[GIVEN DATA — start]

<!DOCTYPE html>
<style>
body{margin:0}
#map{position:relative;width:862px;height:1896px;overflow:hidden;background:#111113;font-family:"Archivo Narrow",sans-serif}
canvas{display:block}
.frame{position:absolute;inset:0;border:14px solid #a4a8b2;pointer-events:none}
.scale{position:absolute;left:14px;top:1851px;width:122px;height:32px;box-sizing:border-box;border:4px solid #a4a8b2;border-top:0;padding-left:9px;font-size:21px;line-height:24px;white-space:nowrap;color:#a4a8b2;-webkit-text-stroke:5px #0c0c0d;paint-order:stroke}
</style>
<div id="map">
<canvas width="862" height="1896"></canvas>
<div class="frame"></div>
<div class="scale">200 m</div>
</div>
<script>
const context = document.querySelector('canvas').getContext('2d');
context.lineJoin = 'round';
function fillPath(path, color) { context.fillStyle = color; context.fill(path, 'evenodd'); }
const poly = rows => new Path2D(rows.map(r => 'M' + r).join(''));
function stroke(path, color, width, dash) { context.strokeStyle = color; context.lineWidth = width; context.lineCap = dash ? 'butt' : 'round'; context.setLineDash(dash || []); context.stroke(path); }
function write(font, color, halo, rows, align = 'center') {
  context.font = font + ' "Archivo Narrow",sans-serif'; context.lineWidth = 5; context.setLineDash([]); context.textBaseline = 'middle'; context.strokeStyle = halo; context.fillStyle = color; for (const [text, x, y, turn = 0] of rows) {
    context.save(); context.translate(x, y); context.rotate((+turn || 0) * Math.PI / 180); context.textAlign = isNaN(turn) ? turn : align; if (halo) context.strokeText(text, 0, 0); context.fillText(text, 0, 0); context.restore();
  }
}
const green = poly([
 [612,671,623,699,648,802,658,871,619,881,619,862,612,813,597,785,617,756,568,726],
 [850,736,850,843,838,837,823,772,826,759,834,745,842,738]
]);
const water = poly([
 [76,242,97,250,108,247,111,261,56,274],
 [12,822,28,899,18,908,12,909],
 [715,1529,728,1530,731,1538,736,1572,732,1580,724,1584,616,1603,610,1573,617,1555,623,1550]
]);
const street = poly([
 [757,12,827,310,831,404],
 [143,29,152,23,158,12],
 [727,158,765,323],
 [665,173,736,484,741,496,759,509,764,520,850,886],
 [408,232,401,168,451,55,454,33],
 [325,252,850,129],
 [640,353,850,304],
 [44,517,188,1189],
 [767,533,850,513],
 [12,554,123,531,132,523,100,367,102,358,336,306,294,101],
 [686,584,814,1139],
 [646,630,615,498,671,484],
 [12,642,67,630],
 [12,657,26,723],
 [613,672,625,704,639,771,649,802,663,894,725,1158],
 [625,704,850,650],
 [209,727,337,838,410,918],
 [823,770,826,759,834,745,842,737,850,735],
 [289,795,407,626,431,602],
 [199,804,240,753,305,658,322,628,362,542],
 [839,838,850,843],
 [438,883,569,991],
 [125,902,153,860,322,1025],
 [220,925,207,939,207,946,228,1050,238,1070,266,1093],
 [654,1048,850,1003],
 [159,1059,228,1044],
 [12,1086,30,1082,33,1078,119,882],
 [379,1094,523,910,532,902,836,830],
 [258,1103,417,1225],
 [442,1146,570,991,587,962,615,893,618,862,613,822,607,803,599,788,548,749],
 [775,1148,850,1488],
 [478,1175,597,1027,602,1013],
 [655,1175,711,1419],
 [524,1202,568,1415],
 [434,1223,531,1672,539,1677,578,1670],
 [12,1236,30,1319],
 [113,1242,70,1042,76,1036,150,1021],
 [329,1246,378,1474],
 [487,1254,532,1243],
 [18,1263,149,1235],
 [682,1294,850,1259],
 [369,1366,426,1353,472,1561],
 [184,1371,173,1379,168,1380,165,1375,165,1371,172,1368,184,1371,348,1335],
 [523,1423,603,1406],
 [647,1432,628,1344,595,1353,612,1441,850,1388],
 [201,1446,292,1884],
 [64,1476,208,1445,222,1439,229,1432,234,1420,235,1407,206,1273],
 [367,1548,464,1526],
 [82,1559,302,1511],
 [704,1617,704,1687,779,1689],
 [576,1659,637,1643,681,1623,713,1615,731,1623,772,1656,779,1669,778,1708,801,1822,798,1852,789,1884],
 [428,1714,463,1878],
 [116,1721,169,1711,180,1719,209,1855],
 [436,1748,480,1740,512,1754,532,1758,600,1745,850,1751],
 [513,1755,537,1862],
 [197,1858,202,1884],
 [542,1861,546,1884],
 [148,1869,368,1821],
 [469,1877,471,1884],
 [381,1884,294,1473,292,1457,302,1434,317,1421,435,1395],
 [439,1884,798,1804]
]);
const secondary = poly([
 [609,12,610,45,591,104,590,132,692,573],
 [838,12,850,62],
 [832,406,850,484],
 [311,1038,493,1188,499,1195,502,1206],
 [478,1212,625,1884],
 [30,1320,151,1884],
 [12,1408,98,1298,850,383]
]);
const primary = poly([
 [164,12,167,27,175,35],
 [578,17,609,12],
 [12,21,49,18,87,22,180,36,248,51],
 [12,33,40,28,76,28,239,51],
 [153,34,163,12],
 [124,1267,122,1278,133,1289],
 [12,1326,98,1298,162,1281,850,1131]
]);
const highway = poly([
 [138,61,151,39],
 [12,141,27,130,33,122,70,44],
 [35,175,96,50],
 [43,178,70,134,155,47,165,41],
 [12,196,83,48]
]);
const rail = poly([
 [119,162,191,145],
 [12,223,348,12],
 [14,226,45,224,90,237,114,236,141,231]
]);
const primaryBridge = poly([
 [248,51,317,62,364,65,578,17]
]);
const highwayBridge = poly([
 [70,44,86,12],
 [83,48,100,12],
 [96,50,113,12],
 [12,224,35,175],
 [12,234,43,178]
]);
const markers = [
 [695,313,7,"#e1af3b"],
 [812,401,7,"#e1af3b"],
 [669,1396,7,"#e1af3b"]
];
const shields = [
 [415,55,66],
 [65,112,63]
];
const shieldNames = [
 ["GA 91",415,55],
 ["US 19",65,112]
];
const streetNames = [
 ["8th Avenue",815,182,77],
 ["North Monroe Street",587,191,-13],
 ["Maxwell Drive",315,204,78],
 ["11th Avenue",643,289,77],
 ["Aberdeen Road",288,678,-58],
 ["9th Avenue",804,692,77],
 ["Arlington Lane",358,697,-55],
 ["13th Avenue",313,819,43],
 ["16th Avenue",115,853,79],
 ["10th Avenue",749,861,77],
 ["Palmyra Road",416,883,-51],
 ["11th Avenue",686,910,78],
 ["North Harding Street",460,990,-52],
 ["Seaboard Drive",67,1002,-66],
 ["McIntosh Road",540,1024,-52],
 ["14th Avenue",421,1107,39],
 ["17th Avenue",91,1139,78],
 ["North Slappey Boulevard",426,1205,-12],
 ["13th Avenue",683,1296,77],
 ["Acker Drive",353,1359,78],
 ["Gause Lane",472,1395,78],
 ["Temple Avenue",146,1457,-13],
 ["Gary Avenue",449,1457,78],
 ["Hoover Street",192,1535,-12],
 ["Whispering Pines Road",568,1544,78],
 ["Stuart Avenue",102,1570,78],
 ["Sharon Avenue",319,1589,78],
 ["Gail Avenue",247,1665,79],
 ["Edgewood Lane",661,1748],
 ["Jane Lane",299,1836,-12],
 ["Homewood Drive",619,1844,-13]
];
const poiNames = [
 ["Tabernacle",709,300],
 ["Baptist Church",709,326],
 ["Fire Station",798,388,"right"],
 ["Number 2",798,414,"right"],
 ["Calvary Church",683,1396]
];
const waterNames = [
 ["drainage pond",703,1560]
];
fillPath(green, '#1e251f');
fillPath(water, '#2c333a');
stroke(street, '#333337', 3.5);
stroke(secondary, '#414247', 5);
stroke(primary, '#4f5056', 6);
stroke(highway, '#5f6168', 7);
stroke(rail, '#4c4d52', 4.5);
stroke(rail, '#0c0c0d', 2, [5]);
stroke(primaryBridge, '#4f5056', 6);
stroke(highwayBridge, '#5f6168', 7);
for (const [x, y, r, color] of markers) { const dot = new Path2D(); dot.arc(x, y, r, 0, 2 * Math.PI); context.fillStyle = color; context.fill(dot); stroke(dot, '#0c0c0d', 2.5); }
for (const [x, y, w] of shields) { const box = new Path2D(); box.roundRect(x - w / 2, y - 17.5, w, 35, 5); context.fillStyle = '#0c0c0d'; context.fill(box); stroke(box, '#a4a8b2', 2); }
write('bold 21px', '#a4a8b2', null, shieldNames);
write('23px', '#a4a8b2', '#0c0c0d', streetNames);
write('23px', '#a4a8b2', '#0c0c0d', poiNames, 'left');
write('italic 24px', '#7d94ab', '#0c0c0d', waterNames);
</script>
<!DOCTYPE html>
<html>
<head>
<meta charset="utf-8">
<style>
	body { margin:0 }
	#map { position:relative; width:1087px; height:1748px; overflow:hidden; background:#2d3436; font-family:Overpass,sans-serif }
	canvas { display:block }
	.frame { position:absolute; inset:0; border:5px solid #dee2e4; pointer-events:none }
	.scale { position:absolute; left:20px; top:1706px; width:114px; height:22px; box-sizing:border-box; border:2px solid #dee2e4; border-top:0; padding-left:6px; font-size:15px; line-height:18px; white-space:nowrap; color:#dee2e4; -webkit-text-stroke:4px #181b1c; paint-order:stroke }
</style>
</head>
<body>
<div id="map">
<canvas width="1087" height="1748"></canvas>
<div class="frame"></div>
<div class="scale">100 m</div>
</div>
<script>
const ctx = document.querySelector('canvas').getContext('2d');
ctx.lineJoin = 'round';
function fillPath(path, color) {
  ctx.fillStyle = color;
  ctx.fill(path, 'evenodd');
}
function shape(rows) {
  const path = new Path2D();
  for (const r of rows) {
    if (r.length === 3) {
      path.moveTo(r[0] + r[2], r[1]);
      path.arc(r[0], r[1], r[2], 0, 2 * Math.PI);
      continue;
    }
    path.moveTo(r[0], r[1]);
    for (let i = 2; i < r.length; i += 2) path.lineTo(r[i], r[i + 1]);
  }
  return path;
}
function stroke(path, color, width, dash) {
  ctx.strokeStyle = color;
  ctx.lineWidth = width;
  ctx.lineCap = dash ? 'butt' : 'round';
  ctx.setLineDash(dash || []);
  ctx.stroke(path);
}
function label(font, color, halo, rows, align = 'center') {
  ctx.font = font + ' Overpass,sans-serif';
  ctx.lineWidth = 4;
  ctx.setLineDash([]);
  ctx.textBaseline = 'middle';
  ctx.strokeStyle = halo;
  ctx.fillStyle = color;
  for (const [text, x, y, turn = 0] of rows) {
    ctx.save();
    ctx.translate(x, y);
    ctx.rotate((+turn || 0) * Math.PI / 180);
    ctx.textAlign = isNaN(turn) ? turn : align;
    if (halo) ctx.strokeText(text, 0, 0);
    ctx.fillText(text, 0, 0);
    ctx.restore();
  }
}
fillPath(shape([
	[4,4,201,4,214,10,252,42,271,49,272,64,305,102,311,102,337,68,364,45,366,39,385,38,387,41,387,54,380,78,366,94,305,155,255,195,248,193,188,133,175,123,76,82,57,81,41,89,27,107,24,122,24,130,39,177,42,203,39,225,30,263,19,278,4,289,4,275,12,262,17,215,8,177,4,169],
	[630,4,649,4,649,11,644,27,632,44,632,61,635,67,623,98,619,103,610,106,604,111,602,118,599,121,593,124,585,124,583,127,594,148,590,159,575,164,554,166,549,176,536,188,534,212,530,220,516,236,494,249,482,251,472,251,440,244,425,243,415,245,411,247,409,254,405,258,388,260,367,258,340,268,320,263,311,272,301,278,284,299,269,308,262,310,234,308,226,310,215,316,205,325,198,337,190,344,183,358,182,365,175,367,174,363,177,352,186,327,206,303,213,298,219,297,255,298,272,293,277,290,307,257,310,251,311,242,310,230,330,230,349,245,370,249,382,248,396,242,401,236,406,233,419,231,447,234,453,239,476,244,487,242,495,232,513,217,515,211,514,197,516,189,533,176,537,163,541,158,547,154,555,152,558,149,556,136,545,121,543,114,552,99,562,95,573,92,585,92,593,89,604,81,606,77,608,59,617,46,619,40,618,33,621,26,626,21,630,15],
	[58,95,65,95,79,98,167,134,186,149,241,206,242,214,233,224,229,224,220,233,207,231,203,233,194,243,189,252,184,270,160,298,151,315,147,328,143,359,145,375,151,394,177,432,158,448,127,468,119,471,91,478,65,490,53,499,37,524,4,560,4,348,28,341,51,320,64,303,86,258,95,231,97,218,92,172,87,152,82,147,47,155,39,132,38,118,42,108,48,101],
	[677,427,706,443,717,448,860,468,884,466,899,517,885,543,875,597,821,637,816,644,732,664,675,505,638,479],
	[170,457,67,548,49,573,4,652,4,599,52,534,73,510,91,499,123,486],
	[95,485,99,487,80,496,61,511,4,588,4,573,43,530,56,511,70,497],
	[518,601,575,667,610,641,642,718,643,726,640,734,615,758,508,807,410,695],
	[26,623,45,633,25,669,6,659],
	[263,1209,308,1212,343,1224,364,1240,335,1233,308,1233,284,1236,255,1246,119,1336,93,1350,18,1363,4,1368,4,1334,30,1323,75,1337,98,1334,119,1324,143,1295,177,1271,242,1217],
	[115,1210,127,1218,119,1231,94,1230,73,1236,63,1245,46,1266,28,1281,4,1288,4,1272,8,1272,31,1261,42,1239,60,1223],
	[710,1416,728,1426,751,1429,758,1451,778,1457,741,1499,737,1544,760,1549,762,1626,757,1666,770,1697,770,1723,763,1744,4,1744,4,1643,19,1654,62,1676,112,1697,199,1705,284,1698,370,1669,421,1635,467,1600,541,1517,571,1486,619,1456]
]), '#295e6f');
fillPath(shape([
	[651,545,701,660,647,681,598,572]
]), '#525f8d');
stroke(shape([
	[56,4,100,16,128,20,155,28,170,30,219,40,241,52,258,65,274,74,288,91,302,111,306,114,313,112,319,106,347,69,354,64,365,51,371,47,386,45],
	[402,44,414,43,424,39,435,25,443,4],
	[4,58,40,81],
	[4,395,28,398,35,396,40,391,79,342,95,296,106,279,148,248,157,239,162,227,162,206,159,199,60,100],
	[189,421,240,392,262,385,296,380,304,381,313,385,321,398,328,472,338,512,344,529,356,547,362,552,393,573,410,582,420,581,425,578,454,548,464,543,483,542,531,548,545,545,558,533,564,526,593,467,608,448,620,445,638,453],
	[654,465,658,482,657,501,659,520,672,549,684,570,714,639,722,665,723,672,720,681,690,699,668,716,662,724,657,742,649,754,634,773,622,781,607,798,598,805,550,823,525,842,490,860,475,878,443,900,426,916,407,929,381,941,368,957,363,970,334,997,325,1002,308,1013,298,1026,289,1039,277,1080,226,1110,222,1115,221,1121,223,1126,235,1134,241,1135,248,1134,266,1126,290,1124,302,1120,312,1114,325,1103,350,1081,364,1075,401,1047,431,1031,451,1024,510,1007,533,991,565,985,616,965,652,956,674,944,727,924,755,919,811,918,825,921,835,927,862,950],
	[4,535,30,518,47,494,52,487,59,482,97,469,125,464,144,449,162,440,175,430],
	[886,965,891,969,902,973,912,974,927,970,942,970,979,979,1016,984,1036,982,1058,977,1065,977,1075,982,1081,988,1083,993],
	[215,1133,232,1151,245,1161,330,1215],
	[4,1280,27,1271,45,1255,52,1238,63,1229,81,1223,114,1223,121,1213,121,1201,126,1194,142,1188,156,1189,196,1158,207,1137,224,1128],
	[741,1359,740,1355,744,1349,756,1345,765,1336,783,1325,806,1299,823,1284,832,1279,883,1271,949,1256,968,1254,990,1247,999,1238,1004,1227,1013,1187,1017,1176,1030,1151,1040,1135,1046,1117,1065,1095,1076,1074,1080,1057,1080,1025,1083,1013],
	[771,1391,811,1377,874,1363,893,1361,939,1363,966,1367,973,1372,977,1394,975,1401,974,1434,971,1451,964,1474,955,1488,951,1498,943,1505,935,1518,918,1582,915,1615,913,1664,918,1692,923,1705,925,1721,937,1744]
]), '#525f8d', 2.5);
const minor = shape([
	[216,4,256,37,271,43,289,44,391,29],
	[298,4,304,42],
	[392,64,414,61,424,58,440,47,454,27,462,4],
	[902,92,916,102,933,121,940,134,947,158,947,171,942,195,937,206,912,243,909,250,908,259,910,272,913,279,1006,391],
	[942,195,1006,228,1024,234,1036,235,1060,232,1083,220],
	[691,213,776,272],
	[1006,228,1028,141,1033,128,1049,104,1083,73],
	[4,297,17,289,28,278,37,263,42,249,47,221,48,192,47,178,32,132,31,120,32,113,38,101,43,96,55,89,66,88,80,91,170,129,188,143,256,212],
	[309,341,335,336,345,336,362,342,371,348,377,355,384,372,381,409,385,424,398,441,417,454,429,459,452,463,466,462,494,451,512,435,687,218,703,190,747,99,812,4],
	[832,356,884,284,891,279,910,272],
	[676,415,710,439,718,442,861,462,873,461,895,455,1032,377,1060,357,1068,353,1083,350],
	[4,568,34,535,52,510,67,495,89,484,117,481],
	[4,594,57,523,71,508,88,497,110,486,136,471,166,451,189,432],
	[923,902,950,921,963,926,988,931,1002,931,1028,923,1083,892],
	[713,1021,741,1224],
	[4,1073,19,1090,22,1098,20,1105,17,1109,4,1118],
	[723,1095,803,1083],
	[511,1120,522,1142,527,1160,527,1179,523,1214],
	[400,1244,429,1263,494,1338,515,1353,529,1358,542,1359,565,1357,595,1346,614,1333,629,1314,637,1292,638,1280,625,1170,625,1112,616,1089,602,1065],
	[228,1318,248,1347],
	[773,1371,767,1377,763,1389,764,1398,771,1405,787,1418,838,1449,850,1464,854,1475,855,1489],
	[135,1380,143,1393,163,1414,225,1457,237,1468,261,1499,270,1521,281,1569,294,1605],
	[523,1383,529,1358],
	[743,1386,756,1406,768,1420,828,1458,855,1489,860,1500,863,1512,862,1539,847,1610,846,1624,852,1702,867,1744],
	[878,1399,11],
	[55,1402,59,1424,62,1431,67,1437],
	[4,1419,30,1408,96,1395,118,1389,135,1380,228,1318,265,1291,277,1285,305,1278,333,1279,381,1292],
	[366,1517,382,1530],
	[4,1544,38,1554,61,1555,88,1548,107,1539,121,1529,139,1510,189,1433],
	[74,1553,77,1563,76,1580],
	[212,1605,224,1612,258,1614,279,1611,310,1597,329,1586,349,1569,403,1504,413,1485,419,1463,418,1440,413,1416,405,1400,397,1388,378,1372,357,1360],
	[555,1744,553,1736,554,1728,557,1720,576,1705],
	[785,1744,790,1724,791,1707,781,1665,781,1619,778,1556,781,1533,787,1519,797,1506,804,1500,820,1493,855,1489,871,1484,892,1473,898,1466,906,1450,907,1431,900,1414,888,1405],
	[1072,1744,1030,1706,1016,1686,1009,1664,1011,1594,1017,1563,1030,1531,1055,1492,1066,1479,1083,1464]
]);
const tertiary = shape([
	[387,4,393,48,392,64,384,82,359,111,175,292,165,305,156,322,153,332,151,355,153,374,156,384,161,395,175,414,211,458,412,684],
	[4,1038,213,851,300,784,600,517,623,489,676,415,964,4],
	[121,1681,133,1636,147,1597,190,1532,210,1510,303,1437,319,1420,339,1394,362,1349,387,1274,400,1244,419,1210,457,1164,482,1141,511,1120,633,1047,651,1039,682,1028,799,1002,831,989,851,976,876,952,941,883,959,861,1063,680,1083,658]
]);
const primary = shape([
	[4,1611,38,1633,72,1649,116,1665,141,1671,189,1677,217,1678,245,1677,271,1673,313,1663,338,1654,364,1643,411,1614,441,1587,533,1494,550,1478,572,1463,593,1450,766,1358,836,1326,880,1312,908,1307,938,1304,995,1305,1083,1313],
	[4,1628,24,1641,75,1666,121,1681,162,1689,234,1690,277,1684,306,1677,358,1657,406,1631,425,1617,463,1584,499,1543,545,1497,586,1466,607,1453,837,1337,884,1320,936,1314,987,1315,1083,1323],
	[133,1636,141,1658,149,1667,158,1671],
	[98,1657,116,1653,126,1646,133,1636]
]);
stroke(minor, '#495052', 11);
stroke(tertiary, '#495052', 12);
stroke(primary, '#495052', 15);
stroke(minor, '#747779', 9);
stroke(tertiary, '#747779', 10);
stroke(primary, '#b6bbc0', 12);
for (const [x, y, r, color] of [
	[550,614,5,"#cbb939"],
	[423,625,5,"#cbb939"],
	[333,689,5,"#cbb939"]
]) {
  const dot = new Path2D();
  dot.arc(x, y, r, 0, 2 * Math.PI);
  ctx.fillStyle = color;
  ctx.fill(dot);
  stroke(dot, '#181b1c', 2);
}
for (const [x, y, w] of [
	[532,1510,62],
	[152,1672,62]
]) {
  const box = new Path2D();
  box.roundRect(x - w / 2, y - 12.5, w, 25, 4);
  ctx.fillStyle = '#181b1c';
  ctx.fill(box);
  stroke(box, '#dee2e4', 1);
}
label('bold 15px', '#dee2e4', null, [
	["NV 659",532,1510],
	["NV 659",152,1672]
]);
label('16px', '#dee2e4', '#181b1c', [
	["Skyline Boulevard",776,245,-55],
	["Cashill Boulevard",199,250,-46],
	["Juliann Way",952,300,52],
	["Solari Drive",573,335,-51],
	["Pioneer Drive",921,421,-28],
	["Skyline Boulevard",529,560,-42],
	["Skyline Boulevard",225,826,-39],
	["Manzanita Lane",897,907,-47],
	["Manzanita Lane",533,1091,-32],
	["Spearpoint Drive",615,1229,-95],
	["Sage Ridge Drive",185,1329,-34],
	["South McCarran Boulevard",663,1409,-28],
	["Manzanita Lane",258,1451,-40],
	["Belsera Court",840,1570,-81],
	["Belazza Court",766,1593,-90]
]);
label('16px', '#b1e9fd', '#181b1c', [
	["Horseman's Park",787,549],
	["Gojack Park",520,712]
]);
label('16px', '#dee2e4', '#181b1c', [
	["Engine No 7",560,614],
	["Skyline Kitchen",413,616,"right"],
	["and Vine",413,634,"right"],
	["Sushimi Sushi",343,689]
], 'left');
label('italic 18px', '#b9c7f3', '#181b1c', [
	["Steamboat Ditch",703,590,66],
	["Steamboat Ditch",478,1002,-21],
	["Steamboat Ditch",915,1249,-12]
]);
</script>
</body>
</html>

[GIVEN DATA — finish]

Search the records for lines holding the word "moveTo", then copy each line you find.

      path.moveTo(r[0] + r[2], r[1]);
    path.moveTo(r[0], r[1]);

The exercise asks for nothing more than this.